Com a mudança na direção da Polícia Federal, Bolsonaro tenta novamente ter poder sobre o que é investigado. Vale novamente ressaltar que a família do presidente mantém suspeitas de ligação com o crime organizado por ex-policiais do Rio de Janeiro e, por fim, nunca conseguiu se descolar inteiramente do caso da morte de Marielle Franco, ex-deputada carioca assassinada há dois anos. Os dois casos são explicados no artigo “Novíssimo Brasil”, de 9 de março de 2020.

A Polícia Federal foi amplamente fortificada durante os governos do PT (Partido dos Trabalhadores). Medidas que garantem poder de investigação e liberdade de trabalho foram consumadas, inclusive com a polícia a ganhar terreno para investigar o próprio governo do PT, que não podou as ações. Isso até hoje é considerado uma obrigação e, realmente, é uma obrigação. No entanto, desde o golpe que derrubou a presidente Dilma Rousseff, em 2016, essa é a segunda mudança surpreendente no comando da Polícia Federal. No final de 2018, Júlio César Baida Filho, o líder da investigação que analisava irregularidade em contratos ligados ao porto de Santos, em São Paulo, foi trocado de maneira fortuita. Um dos principais suspeitos do caso era o então presidente Michel Temer, que chegou a ser preso em 2019 por outra suspeita de corrupção.

Assim, o Brasil se afasta da democracia e, principalmente, perde a autoridade de fiscalizar quem está no poder. A saída de Sérgio Moro significa basicamente nada. Durante boa parte da investigação da Operação Lava Jato, Moro, e uma parte do Ministério Público, trabalhou de maneira política e sem a isenção própria de um juiz. Cito aqui a utilização de vazamentos de informações para a imprensa em momentos oportunos. Com essa e outras intervenções, no mínimo, eticamente reprováveis, a Lava Jato foi o carro-chefe que guiou o Brasil e o conduziu até a eleição da extrema-direita.

Sérgio Moro nunca foi o herói do Brasil, como boa parte da grande mídia tenta alçá-lo. Agora, sem ser mais juiz e nem ministro, espera-se que possa responder a todas as acusações do veículo The Intercept. Após o jornal ter acesso a milhares de mensagens trocadas por membros da Lava Jato, as publicações dão conta que o juiz atuou também como acusação. No entanto, infelizmente, como escrevi durante todo esse texto, manobras políticas-judiciais habituais do Brasil não me dão muita esperança.

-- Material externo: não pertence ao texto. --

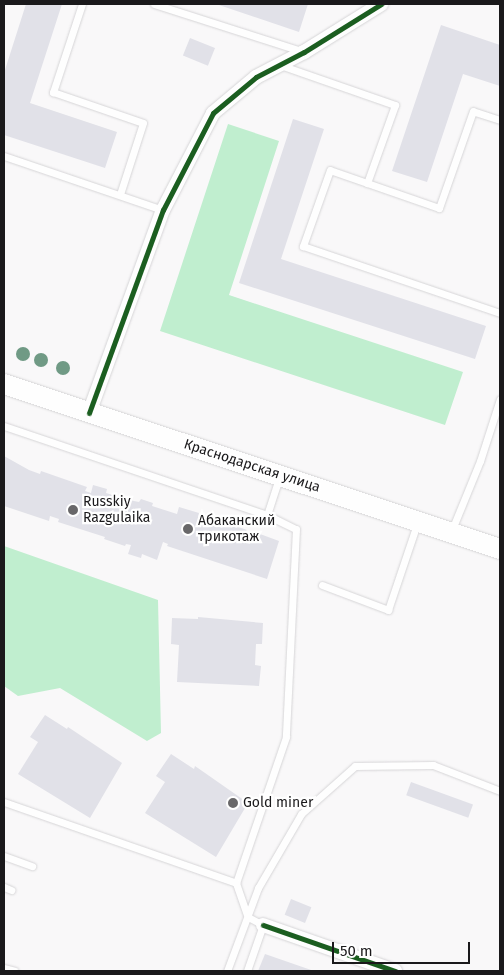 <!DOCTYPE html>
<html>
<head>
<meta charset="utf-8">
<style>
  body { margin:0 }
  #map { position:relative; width:504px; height:975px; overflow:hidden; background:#f9f8f9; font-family:"Fira Sans",sans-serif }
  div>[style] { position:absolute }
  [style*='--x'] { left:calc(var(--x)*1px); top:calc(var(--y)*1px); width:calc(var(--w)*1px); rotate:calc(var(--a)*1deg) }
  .green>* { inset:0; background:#c0eecf }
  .building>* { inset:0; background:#e1e1e8; transform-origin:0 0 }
  .roads { filter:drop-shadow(0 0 1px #d6d5d7) drop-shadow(0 0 1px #d6d5d7) }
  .service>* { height:7px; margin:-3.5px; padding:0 3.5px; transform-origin:3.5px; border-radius:3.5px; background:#fefefe }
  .minor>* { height:14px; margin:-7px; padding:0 7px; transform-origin:7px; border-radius:7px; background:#fefefe }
  .secondary>* { height:20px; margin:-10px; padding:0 10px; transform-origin:10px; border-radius:10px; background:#fefefe }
  .cycleway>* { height:5px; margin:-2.5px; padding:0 2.5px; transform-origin:2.5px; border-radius:2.5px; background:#1b5e20 }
  .trees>* { width:14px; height:14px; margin:-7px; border-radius:50%; background:#709a85 }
  .dots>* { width:14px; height:14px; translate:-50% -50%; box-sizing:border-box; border:2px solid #fff; border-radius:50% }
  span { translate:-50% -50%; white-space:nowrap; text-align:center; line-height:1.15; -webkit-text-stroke:4.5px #fff; paint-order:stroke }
  .street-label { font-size:14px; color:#1a191b }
  .poi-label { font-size:14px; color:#1a191b }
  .left { translate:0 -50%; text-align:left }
  .frame { position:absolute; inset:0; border:5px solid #1a191b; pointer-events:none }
  .scale { position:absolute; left:332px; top:942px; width:138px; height:22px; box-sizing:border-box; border:2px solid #1a191b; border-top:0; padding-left:6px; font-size:15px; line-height:18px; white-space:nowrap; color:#1a191b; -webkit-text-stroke:4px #fff; paint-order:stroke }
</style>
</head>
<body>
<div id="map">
  <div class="green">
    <i style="clip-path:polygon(228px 124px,279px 141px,229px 295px,463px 372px,445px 425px,160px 331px)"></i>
    <i style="clip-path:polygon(4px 546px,158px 600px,161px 733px,147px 741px,60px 688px,18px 696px,4px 686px)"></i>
  </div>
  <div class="building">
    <i style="clip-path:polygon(26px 4px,62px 4px,30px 103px,117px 132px,105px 168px,4px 135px,4px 73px)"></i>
    <i style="clip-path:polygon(216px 4px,308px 4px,299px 32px)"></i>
    <i style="clip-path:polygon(441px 25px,500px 45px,500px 86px,463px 74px,427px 182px,392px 171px)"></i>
    <i style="left:190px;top:38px;width:27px;height:19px;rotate:22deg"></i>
    <i style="clip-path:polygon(293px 119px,324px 129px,281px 259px,486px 326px,475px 359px,239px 283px)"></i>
    <i style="clip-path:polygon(4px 456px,29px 470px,40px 474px,41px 471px,87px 487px,85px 491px,91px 493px,93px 485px,107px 489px,106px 493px,129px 500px,139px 502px,141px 499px,153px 503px,152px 506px,177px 514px,179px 507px,199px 513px,198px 517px,211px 522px,212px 518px,247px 530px,245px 533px,259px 538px,260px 534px,279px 541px,267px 579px,167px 546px,168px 544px,163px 542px,157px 560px,142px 554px,141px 558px,128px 554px,131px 545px,126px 544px,125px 546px,104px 539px,105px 537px,58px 522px,59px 519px,50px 516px,49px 521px,4px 506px)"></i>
    <i style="clip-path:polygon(198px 617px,263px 623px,262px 644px,256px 644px,255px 665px,261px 666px,259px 686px,177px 682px,179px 645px,171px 644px,172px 618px,198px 619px)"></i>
    <i style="clip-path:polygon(45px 715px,67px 729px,68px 727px,122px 763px,90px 818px,18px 774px,38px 742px,30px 737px)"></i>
    <i style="clip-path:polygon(171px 754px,194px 769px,195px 766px,248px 803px,216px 857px,145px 813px,165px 782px,156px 776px)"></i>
    <i style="left:411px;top:782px;width:66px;height:14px;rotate:20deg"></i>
    <i style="left:291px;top:899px;width:22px;height:17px;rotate:22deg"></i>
    <i style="clip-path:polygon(265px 954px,314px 971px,258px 971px)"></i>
  </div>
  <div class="roads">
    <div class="service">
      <i style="--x:82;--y:4;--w:93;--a:108.2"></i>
      <i style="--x:53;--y:92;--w:95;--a:19"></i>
      <i style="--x:143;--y:123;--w:75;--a:107.9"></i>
      <i style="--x:154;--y:4;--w:157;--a:17.7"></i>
      <i style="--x:280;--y:65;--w:122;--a:19.2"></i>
      <i style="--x:395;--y:105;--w:83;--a:109.7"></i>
      <i style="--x:500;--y:120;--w:28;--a:-162"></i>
      <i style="--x:473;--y:111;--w:103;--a:109.3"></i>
      <i style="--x:439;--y:208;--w:115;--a:-160.8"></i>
      <i style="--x:330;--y:170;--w:81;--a:109.6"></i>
      <i style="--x:303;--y:246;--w:208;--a:18.8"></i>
      <i style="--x:4;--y:156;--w:168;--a:18.8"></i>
      <i style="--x:4;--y:426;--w:278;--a:18.7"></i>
      <i style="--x:267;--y:515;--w:32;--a:26"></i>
      <i style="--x:296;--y:529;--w:208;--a:92.8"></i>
      <i style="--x:286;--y:737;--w:154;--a:108.9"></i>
      <i style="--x:267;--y:515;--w:39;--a:-72"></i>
      <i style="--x:451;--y:532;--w:77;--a:-67.8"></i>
      <i style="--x:480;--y:461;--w:65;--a:-72.1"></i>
      <i style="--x:322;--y:585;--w:71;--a:20.7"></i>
      <i style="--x:388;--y:610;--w:91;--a:-71.4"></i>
      <i style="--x:4;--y:802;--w:246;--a:19.2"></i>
      <i style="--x:236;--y:883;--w:36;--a:71"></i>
      <i style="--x:248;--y:917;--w:17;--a:28"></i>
      <i style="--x:263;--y:925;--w:49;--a:109.2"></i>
      <i style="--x:4;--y:856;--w:30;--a:20"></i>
      <i style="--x:4;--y:887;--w:8;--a:23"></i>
      <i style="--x:4;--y:968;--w:11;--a:15"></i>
      <i style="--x:227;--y:971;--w:89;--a:-69.5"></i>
      <i style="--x:258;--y:888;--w:86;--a:-59.8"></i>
      <i style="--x:301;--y:814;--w:72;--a:-41.6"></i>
      <i style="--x:355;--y:766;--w:78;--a:-0.7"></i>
      <i style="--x:433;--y:765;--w:72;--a:21.2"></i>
    </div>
    <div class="minor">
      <i style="--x:89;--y:413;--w:216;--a:-70"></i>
      <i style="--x:163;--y:210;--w:109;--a:-62.7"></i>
      <i style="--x:213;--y:113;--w:56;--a:-39.9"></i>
      <i style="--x:256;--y:77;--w:54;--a:-27.5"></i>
      <i style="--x:304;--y:52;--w:91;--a:-31.9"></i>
      <i style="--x:263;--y:925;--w:140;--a:19.2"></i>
    </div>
    <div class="secondary">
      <i style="--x:4;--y:384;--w:523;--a:18.4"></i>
    </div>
  </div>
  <div class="cycleway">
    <i style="--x:89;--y:413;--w:216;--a:-70"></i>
    <i style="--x:163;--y:210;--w:109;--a:-62.7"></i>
    <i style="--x:213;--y:113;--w:56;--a:-39.9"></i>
    <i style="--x:256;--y:77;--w:54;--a:-27.5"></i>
    <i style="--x:304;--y:52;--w:91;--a:-31.9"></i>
    <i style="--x:263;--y:925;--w:140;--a:19.2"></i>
  </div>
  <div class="trees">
    <i style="left:23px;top:354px"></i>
    <i style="left:41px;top:360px"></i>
    <i style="left:63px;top:368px"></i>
  </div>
  <div class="dots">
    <i style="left:73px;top:510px;background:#686769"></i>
    <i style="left:188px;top:529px;background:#686769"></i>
    <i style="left:233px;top:803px;background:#686769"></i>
  </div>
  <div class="street-label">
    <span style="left:252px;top:466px;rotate:18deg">Краснодарская улица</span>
  </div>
  <div class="poi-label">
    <span class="left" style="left:83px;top:510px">Russkiy<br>Razgulaika</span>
    <span class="left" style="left:198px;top:529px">Абаканский<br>трикотаж</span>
    <span class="left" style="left:243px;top:803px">Gold miner</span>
  </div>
  <div class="frame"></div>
  <div class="scale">50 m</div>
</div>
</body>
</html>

A expectativa agora é que Sérgio Moro se lance como um nome de destaque para as eleições presidenciais de 2022. Ele deve ser procurado por diversos partidos de direita interessados em sua imagem de líder anticorrupção – apesar de ter participado da concepção de tudo o que Jair Bolsonaro representa hoje. O presidente, por sua vez, deve aumentar o seu isolamento no poder. E, por fim, mais do que nunca, as investigações sobre a disseminação de fake news e ataques virtuais no país devem ganhar destaque. Pelo menos, é o que pede a esperança.